Task to carry out:
Reproduce word for word the lines between those holding "0,729px 0,700px 50px,626px" and "0,1641px 0,1636px 86px,1586px", inclusive, and nothing else from the data below.
The records START
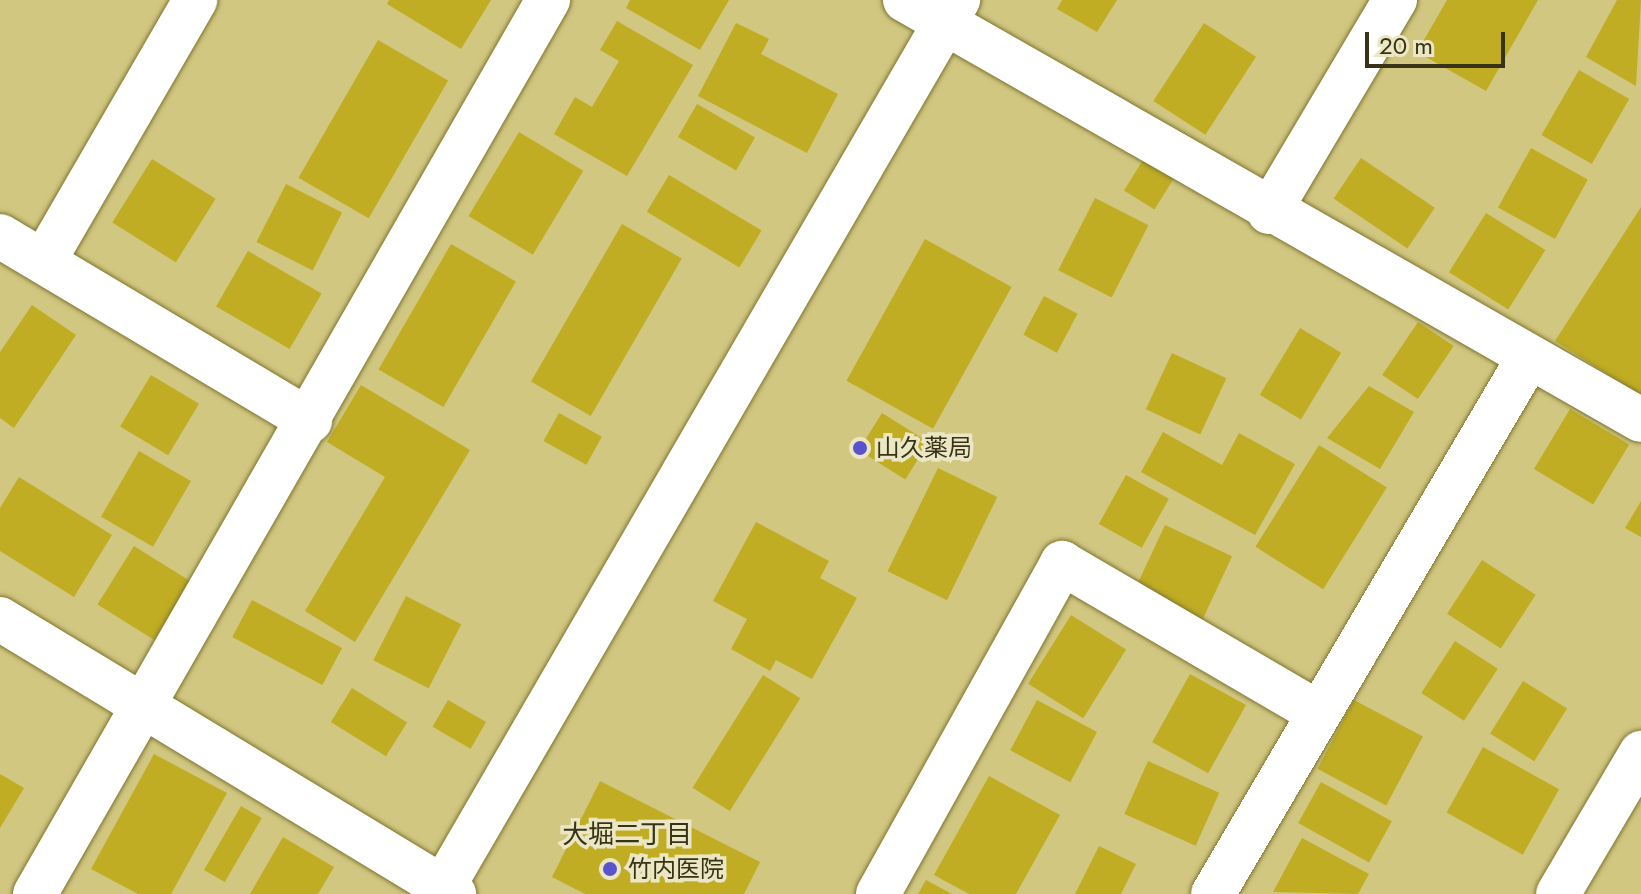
<!DOCTYPE html>
<meta charset="utf-8">
<style>
body{margin:0}
#map{position:relative;width:1641px;height:894px;overflow:hidden;background:#d1c781;font-family:Jost,"Noto Sans JP",sans-serif}
div>[style]{position:absolute}
[style*='--x']{left:calc(var(--x)*1px);top:calc(var(--y)*1px);width:calc(var(--w)*1px);rotate:calc(var(--a)*1deg)}
.building>*{inset:0;background:#c0ad24;transform-origin:0 0}
.roads{filter:drop-shadow(0 0 2px #7f752f) drop-shadow(0 0 2px #7f752f)}
.minor>*{height:44px;margin:-22px;padding:0 22px;transform-origin:22px;border-radius:22px;background:#fff}
.tertiary>*{height:44px;margin:-22px;padding:0 22px;transform-origin:22px;border-radius:22px;background:#fff}
.dots>*{width:22px;height:22px;translate:-50% -50%;box-sizing:border-box;border:4px solid #ebe7c4;border-radius:50%}
span{translate:-50% -50%;white-space:nowrap;text-align:center;line-height:1.15;-webkit-text-stroke:7px #ebe7c4;paint-order:stroke}
.poi-label{font-size:24px;color:#383316}
.left{translate:0 -50%;text-align:left}
.neighbourhood-label{font-size:26px;color:#383316}
.scale{position:absolute;left:1365px;top:32px;width:140px;height:36px;box-sizing:border-box;border:4px solid #383316;border-top:0;padding-left:10px;font-size:24px;line-height:28px;white-space:nowrap;color:#383316;-webkit-text-stroke:6px #ebe7c4;paint-order:stroke}
</style>
<div id="map">
<div class="building">
<div style="clip-path:polygon(389px 0,491px 0,461px 49px,387px 4px)"></div>
<div style="clip-path:polygon(630px 0,729px 0,700px 50px,626px 8px)"></div>
<div style="clip-path:polygon(1062px 0,1117px 0,1097px 32px,1057px 9px)"></div>
<div style="clip-path:polygon(1447px 0,1538px 0,1486px 91px,1417px 52px)"></div>
<div style="clip-path:polygon(1617px 0,1641px 0,1636px 86px,1586px 57px)"></div>
<div style="clip-path:polygon(617px 21px,693px 65px,627px 176px,554px 134px,575px 97px,592px 107px,619px 61px,600px 50px)"></div>
<div style="clip-path:polygon(736px 23px,769px 39px,761px 54px,838px 94px,807px 153px,698px 96px)"></div>
<div style="left:1204px;top:23px;width:62px;height:93px;rotate:33deg"></div>
<div style="left:378px;top:40px;width:81px;height:159px;rotate:30deg"></div>
<div style="left:1579px;top:70px;width:58px;height:75px;rotate:30deg"></div>
<div style="left:697px;top:104px;width:67px;height:38px;rotate:30deg"></div>
<div style="left:519px;top:132px;width:75px;height:98px;rotate:31deg"></div>
<div style="left:1531px;top:148px;width:65px;height:68px;rotate:29deg"></div>
<div style="left:1361px;top:158px;width:89px;height:49px;rotate:34deg"></div>
<div style="left:152px;top:159px;width:75px;height:75px;rotate:32deg"></div>
<div style="left:1143px;top:160px;width:36px;height:36px;rotate:32deg"></div>
<div style="left:669px;top:175px;width:108px;height:43px;rotate:31deg"></div>
<div style="left:286px;top:184px;width:63px;height:65px;rotate:27deg"></div>
<div style="left:1095px;top:198px;width:60px;height:81px;rotate:27deg"></div>
<div style="clip-path:polygon(1641px 207px,1641px 395px,1555px 341px)"></div>
<div style="left:1486px;top:213px;width:70px;height:70px;rotate:32deg"></div>
<div style="left:622px;top:224px;width:69px;height:182px;rotate:30deg"></div>
<div style="left:925px;top:239px;width:99px;height:162px;rotate:29deg"></div>
<div style="left:451px;top:244px;width:75px;height:145px;rotate:30deg"></div>
<div style="left:248px;top:251px;width:85px;height:64px;rotate:30deg"></div>
<div style="left:1044px;top:296px;width:38px;height:44px;rotate:28deg"></div>
<div style="clip-path:polygon(32px 305px,76px 335px,14px 428px,0 418px,0 352px)"></div>
<div style="left:1418px;top:322px;width:43px;height:64px;rotate:34deg"></div>
<div style="left:1300px;top:328px;width:48px;height:78px;rotate:31deg"></div>
<div style="left:1172px;top:353px;width:60px;height:62px;rotate:25deg"></div>
<div style="left:151px;top:375px;width:56px;height:60px;rotate:31deg"></div>
<div style="clip-path:polygon(361px 385px,470px 450px,355px 642px,305px 611px,385px 477px,327px 442px)"></div>
<div style="clip-path:polygon(1369px 386px,1414px 412px,1380px 469px,1327px 438px)"></div>
<div style="left:1570px;top:409px;width:69px;height:70px;rotate:31deg"></div>
<div style="left:559px;top:413px;width:49px;height:32px;rotate:29deg"></div>
<div style="left:882px;top:413px;width:55px;height:44px;rotate:32deg"></div>
<div style="clip-path:polygon(1163px 432px,1222px 465px,1239px 433px,1295px 464px,1255px 535px,1141px 472px)"></div>
<div style="left:1319px;top:445px;width:80px;height:120px;rotate:32deg"></div>
<div style="left:139px;top:451px;width:60px;height:76px;rotate:30deg"></div>
<div style="left:938px;top:468px;width:66px;height:115px;rotate:26deg"></div>
<div style="left:1126px;top:475px;width:49px;height:56px;rotate:29deg"></div>
<div style="clip-path:polygon(19px 477px,112px 535px,74px 597px,0 551px,0 508px)"></div>
<div style="clip-path:polygon(1641px 501px,1641px 537px,1625px 528px)"></div>
<div style="clip-path:polygon(756px 522px,829px 561px,820px 578px,857px 598px,812px 679px,776px 660px,770px 671px,731px 649px,747px 619px,713px 601px)"></div>
<div style="left:1165px;top:525px;width:74px;height:71px;rotate:25deg"></div>
<div style="left:134px;top:546px;width:67px;height:69px;rotate:32deg"></div>
<div style="left:1482px;top:560px;width:64px;height:64px;rotate:33deg"></div>
<div style="left:406px;top:596px;width:62px;height:72px;rotate:27deg"></div>
<div style="left:252px;top:600px;width:102px;height:42px;rotate:28deg"></div>
<div style="left:1071px;top:615px;width:65px;height:81px;rotate:32deg"></div>
<div style="left:1455px;top:641px;width:51px;height:62px;rotate:33deg"></div>
<div style="left:1190px;top:674px;width:64px;height:78px;rotate:29deg"></div>
<div style="left:763px;top:675px;width:44px;height:133px;rotate:32deg"></div>
<div style="left:1523px;top:681px;width:52px;height:62px;rotate:32deg"></div>
<div style="left:352px;top:688px;width:65px;height:40px;rotate:32deg"></div>
<div style="left:448px;top:700px;width:44px;height:31px;rotate:30deg"></div>
<div style="left:1037px;top:700px;width:68px;height:57px;rotate:28deg"></div>
<div style="left:1354px;top:700px;width:78px;height:78px;rotate:28deg"></div>
<div style="left:1483px;top:747px;width:87px;height:75px;rotate:29deg"></div>
<div style="clip-path:polygon(154px 754px,227px 793px,171px 894px,138px 894px,91px 869px)"></div>
<div style="left:1148px;top:761px;width:78px;height:58px;rotate:24deg"></div>
<div style="clip-path:polygon(0 774px,24px 788px,0 828px)"></div>
<div style="clip-path:polygon(989px 776px,1060px 815px,1016px 894px,969px 894px,934px 875px)"></div>
<div style="clip-path:polygon(600px 781px,760px 862px,744px 894px,585px 894px,552px 877px)"></div>
<div style="left:1321px;top:782px;width:81px;height:47px;rotate:29deg"></div>
<div style="left:241px;top:806px;width:24px;height:74px;rotate:30deg"></div>
<div style="clip-path:polygon(283px 837px,334px 867px,318px 894px,250px 894px)"></div>
<div style="clip-path:polygon(1302px 838px,1369px 874px,1358px 894px,1273px 892px)"></div>
<div style="clip-path:polygon(1099px 846px,1136px 864px,1121px 894px,1075px 894px)"></div>
<div style="clip-path:polygon(926px 880px,952px 894px,918px 894px)"></div>
</div>
<div class="roads">
<div class="minor">
<div style="--x:905;--y:0;--w:847;--a:29.71"></div>
<div style="--x:1269;--y:212;--w:247;--a:-59.3"></div>
<div style="--x:0;--y:236;--w:361;--a:30.8"></div>
<div style="--x:44;--y:261;--w:302;--a:-59.9"></div>
<div style="--x:0;--y:619;--w:531;--a:31.2"></div>
<div style="--x:35;--y:894;--w:1031;--a:-60.15"></div>
<div style="--x:878;--y:894;--w:379;--a:-60.9"></div>
<div style="--x:1062;--y:563;--w:295;--a:30.3"></div>
<div style="--x:1213;--y:894;--w:623;--a:-59.53"></div>
<div style="--x:1558;--y:894;--w:164;--a:-59.5"></div>
</div>
<div class="tertiary">
<div style="--x:439;--y:894;--w:1034;--a:-59.86"></div>
</div>
</div>
<div class="dots">
<div style="left:860px;top:448px;background:#5b53cb"></div>
<div style="left:610px;top:869px;background:#5b53cb"></div>
</div>
<div class="poi-label">
<span class="left" style="left:876px;top:448px">山久薬局</span>
<span class="left" style="left:628px;top:869px">竹内医院</span>
</div>
<div class="neighbourhood-label">
<span style="left:627px;top:835px">大堀二丁目</span>
</div>
<div class="scale">20 m</div>
</div>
The records END
Problem solution:
<div style="clip-path:polygon(630px 0,729px 0,700px 50px,626px 8px)"></div>
<div style="clip-path:polygon(1062px 0,1117px 0,1097px 32px,1057px 9px)"></div>
<div style="clip-path:polygon(1447px 0,1538px 0,1486px 91px,1417px 52px)"></div>
<div style="clip-path:polygon(1617px 0,1641px 0,1636px 86px,1586px 57px)"></div>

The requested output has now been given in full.